In New Jersey, whether and how long an employee discharged for misconduct is ineligible to receive unemployment benefits depends on the level of misconduct. Differentiating degrees of misconduct on a scale from simple to severe to gross, however, has proven to be a challenge for the New Jersey Department of Labor and Workforce Development (the Department). In 2015, the Department adopted a regulation, N.J.A.C. 12:17-2.1, defining what constitutes "simple," "severe," and "gross" misconduct. On May 1, 2017, in In re: N.J.A.C. 12:17-2.1, a New Jersey appellate court set aside as arbitrary and capricious the portion of the regulation defining "simple misconduct."

Under New Jersey Unemployment Compensation Law, N.J.S.A. 43:21-1 through -56, employees fired for misconduct are disqualified, at least for a period of time, from receiving unemployment benefits. N.J.S.A. 43:21-5(b). When the New Jersey Legislature first passed this law in 1936, the law distinguished between "misconduct" (also referred to as "simple misconduct") and "gross misconduct." In 2010, the legislature amended the statute to add an intermediate level called "severe misconduct."

Under the statute, the level of misconduct determines the duration of ineligibility.
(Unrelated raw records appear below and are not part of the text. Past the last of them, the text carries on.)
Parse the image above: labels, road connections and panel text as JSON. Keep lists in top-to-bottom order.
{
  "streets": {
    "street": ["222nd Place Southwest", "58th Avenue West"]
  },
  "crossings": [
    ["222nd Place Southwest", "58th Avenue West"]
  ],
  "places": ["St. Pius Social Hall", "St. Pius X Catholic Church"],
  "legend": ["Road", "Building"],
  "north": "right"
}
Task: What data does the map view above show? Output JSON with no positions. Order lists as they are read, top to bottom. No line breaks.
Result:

A claimant discharged for "misconduct" is disqualified for the week of discharge and the subsequent seven weeks. A claimant discharged for "severe misconduct" is not eligible for benefits from the time of discharge until such time that the claimant has been reemployed for four weeks and has earned at least six times his or her weekly unemployment benefit rate. A claimant discharged for "gross misconduct" can never receive any unemployment benefits from the employer toward whom the gross misconduct occurred and remains ineligible for unemployment benefits until such time that the individual has been reemployed for eight weeks and has earned at least 10 times his or her weekly benefit.
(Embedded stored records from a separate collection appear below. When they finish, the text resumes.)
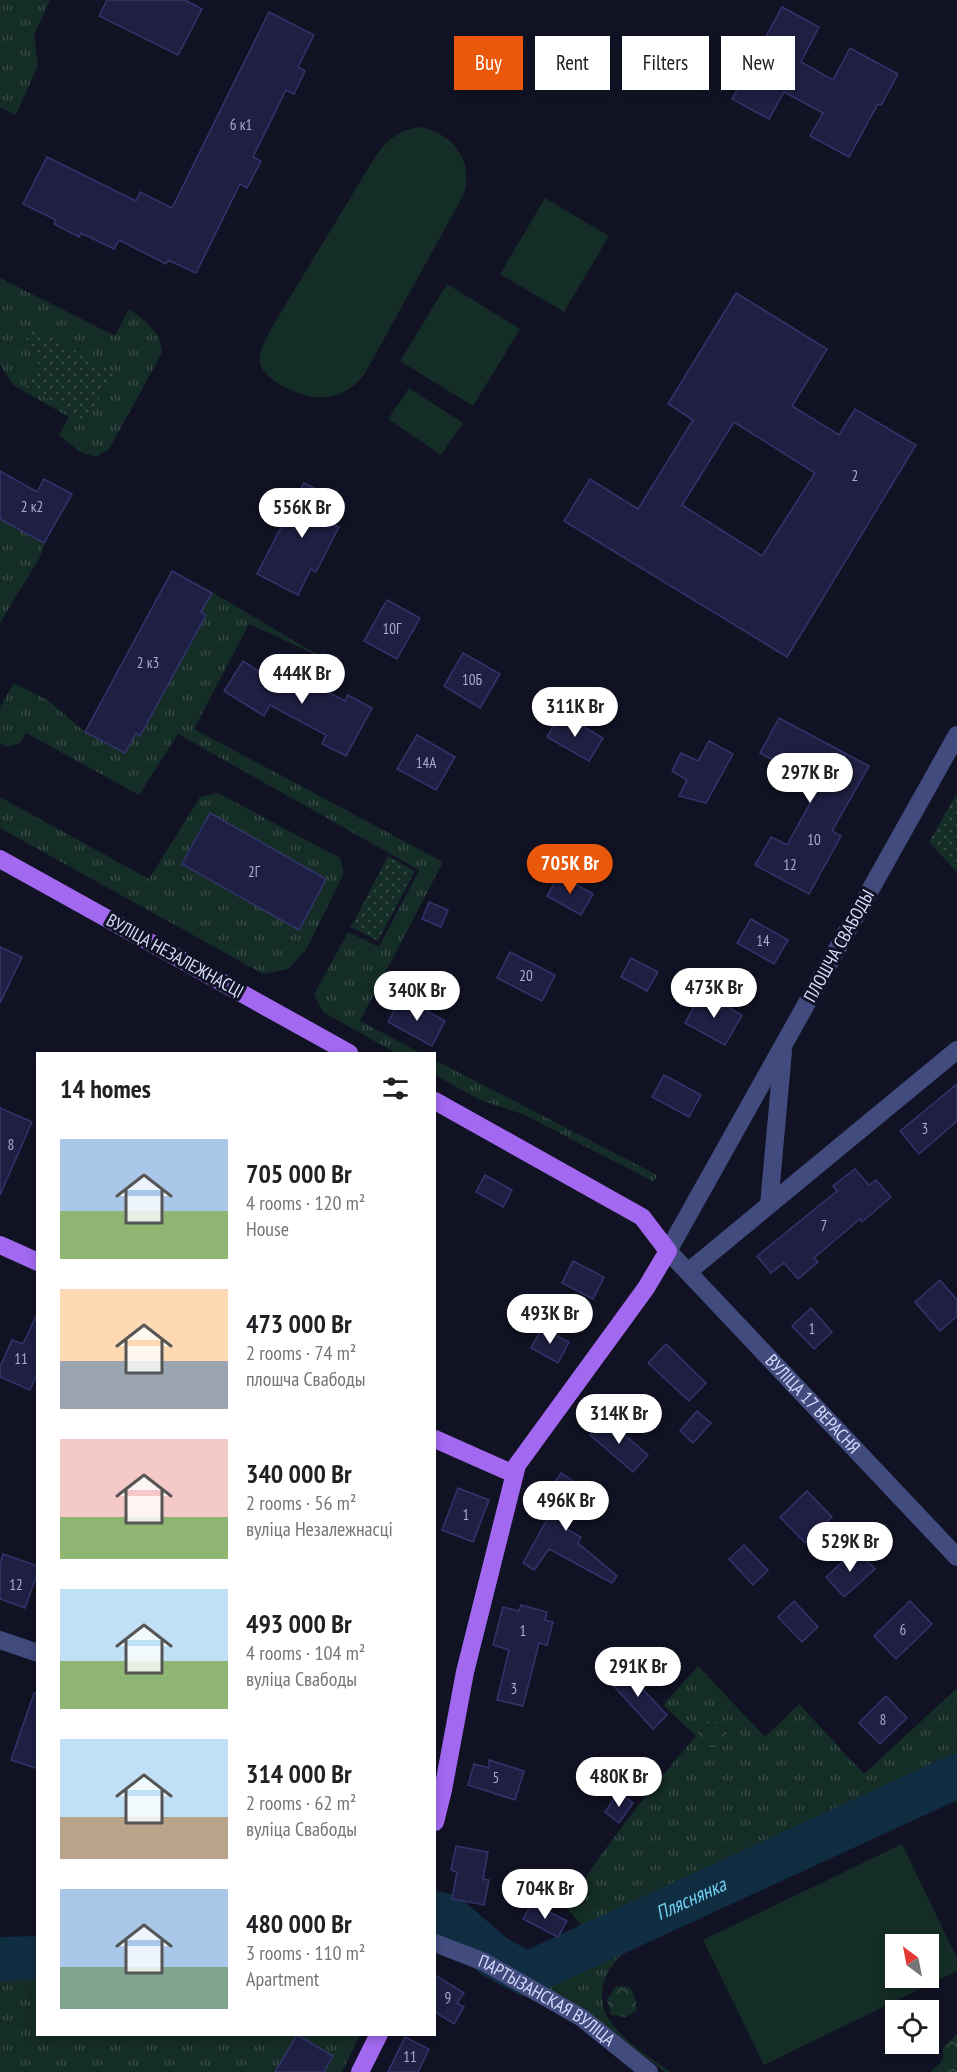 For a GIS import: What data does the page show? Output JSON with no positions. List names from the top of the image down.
{
  "streets": {
    "main road": ["ВУЛІЦА НЕЗАЛЕЖНАСЦІ"],
    "street": ["ПЛОШЧА СВАБОДЫ", "ВУЛІЦА 17 ВЕРАСНЯ", "ПАРТЫЗАНСКАЯ ВУЛІЦА"]
  },
  "crossings": [
    ["ПЛОШЧА СВАБОДЫ", "ВУЛІЦА 17 ВЕРАСНЯ"]
  ],
  "water": ["Пляснянка"],
  "house_numbers": [
    "6 к1",
    "2",
    "2 к2",
    "10Г",
    "2 к3",
    "10Б",
    "14А",
    "10",
    "12",
    "2Г",
    "14",
    "20",
    "3",
    "8",
    "7",
    "1",
    "11",
    "1",
    "12",
    "6",
    "1",
    "3",
    "8",
    "5",
    "9",
    "11"
  ],
  "north": "top left",
  "page": {
    "chip": [
      "Buy",
      "Rent",
      "Filters",
      "New"
    ],
    "price": [
      "556K Br",
      "444K Br",
      "311K Br",
      "297K Br",
      "705K Br",
      "473K Br",
      "340K Br",
      "493K Br",
      "314K Br",
      "496K Br",
      "529K Br",
      "291K Br",
      "480K Br",
      "704K Br"
    ],
    "heading": "14 homes",
    "list": [
      {
        "name": "705 000 Br",
        "note": "4 rooms · 120 m² · House"
      },
      {
        "name": "473 000 Br",
        "note": "2 rooms · 74 m² · плошча Свабоды"
      },
      {
        "name": "340 000 Br",
        "note": "2 rooms · 56 m² · вуліца Незалежнасці"
      },
      {
        "name": "493 000 Br",
        "note": "4 rooms · 104 m² · вуліца Свабоды"
      },
      {
        "name": "314 000 Br",
        "note": "2 rooms · 62 m² · вуліца Свабоды"
      },
      {
        "name": "480 000 Br",
        "note": "3 rooms · 110 m² · Apartment"
      }
    ]
  }
}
The statute does not define "simple misconduct." Courts have interpreted simple misconduct to require elements of willfulness, deliberateness, intention and malice. Negligent or inadvertent conduct that may violate an employer's rules does not constitute simple misconduct, because it lacks the required intent. The statute provides a nonexhaustive list of examples of the behavior covered by the term "severe misconduct," including repeated violations of a rule or policy, repeated lateness or absences after a written warning, falsification of records, physical assault or threats that do not constitute gross misconduct, misuse of benefits or of sick time, abuse of leave, theft of company property, excessive use of intoxicants or drugs on work premises, theft of time, or other malicious and deliberate conduct that is not gross misconduct. The statute defines "gross misconduct" as "the commission of an act punishable as a crime of the first, second, third, or fourth degree" under New Jersey criminal law and connected to work.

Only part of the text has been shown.